Before creating a Python virtual environment, we need to choose the Python version. This is the topic of the next section.
Which version of Python should I use? What version is installed?
For new development, use Python 3.7 or later. Because the “System Python” (more below) on the CS systems is a relatively old Python 3.6 (but with back-ported security patches) you may wish/need to build your own local copy of your preferred Python version.
If you still have code written for Python 2, we recommend investing the time to port it to Python 3 as soon as feasible. See: Porting Python 2 Code to Python 3. The end-of-life (EOL) for Python 2 was January 1, 2020.
The following subsections describe the Python version installed on our systems and how to build a particular version from source.
A Word About “System Python”
Because Python is an essential part of Linux distributions (i.e., used by the system itself), the default version and availability of Python is generally fixed until the next upgrade of the overall operating system. This means the installed Python tends to be older than current, stable versions available from python.org.
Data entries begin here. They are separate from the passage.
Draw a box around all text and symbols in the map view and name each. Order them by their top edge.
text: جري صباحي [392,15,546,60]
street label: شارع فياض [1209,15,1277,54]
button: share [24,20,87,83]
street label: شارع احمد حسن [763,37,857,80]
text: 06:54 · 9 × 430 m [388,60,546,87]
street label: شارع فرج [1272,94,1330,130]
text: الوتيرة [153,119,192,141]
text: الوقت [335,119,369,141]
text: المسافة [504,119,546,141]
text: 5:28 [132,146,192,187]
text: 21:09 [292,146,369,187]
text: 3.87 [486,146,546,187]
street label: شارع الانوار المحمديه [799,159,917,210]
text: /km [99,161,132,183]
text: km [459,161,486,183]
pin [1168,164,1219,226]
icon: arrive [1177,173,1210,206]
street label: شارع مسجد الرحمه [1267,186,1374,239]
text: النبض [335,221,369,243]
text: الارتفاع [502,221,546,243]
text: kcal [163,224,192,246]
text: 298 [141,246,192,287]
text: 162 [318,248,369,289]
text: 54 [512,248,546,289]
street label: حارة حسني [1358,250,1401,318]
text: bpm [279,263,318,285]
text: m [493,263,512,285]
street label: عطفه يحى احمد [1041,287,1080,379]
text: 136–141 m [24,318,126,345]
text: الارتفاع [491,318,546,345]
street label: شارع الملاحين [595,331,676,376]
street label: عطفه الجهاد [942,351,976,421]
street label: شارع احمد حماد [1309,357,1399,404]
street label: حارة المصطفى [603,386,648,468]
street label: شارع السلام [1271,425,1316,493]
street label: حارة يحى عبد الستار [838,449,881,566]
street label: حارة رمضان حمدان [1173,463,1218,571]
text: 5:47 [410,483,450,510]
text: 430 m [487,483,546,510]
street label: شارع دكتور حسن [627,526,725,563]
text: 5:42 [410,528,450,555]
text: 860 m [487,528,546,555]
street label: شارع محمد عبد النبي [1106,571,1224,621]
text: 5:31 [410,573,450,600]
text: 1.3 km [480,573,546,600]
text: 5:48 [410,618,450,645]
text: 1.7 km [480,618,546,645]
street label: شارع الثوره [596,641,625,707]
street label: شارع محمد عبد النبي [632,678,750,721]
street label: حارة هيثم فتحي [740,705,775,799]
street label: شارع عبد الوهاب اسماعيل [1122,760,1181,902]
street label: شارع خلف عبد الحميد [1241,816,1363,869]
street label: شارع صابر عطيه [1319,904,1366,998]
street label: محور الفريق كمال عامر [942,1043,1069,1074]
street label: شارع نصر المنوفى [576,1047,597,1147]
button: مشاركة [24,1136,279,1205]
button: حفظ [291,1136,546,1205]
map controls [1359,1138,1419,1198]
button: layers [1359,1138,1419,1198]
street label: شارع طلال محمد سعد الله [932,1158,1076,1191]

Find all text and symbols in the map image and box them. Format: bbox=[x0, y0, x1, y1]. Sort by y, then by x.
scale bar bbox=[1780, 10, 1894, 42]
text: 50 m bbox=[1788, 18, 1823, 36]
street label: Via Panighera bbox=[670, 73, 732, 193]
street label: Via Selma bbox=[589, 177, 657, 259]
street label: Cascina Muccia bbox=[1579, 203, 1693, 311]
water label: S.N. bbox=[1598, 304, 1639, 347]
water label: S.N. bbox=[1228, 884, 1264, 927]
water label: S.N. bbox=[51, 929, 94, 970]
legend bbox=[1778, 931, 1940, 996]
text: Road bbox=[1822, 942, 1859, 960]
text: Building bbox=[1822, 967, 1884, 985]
This default version is typically installed in the /bin
directory and is referred to as “System Python.” While System Python is available to end users, its primary use is to support the operating system. As a result, CS Staff will update it per our Linux distribution schedule. This means that it won’t be updated upon request and may be updated with little or no notice. Additionally, we won’t be installing third-party Python packages at the system level.
As of 2022-08-09, the “System Python” for cycles
and ionic
is Python 3.6.8 and is available at the following locations:
/bin/python3
/bin/python3.6
/usr/bin/python3
/usr/bin/python3.6
As noted above, this version is a bit dated and is missing out on goodies available in more recent versions such as Data Classes (PEP 557), Structural Pattern Matching, a handy =
specifier in f-strings, and many type hinting features.
Building a Local Version of Python
If the Python version you need is not available on the CS systems, it is straightforward to download source code and build a local Python interpreter in project space.
-
Navigate to the Download Python page, navigate to the version of your choice, download the corresponding “XZ compressed source tarball,” and put it in a temporary directory in your project space. For example (assuming your project space is at
/n/fs/myproject
):$ mkdir /n/fs/myproject/temp $ cd /n/fs/myproject/temp $ wget https://www.python.org/ftp/python/3.10.6/Python-3.10.6.tar.xz
-
Un-tar the tarball and build Python. The
--prefix
option to theconfigure
script sets the location where Python will be installed. For example:$ tar xJf Python-3.10.6.tar.xz $ cd Python-3.10.6 $ ./configure --prefix=/n/fs/myproject/py310 $ make
Note that you may get output that includes this:
Python build finished successfully! The necessary bits to build these optional modules were not found: nis
The
nis
module is not useful in the CS environment and is deprecated in Python 3.11 and so this warning can be safely ignored. -
Install the Python you just built into the location specified by
--prefix
above:$ make install
-
Your newly build Python interpreter is available in the
bin
subdirectory of the--prefix
path set above:$ /n/fs/myproject/py310/bin/python3.10 --version Python 3.10.6
-
(Optional) Remove the source tarball and the build directory.
$ cd /n/fs/myproject/temp $ rm -rf Python-3.10.6.tar.xz Python-3.10.6
What is a Python Virtual Environment?
A Python virtual environment (venv) is simply a directory with a particular file structure. It has a bin
subdirectory that includes links to a Python interpreter as well as subdirectories that hold packages installed in the specific venv. By invoking the Python interpreter using the path to the venv's bin
subdirectory, the Python interpreter “knows” to use the associated packages within the venv (as opposed to any packages installed alongside the actual location of the Python interpreter). It is in this sense that venvs are “virtual”—they are not virtual in the sense of, say, a virtual machine.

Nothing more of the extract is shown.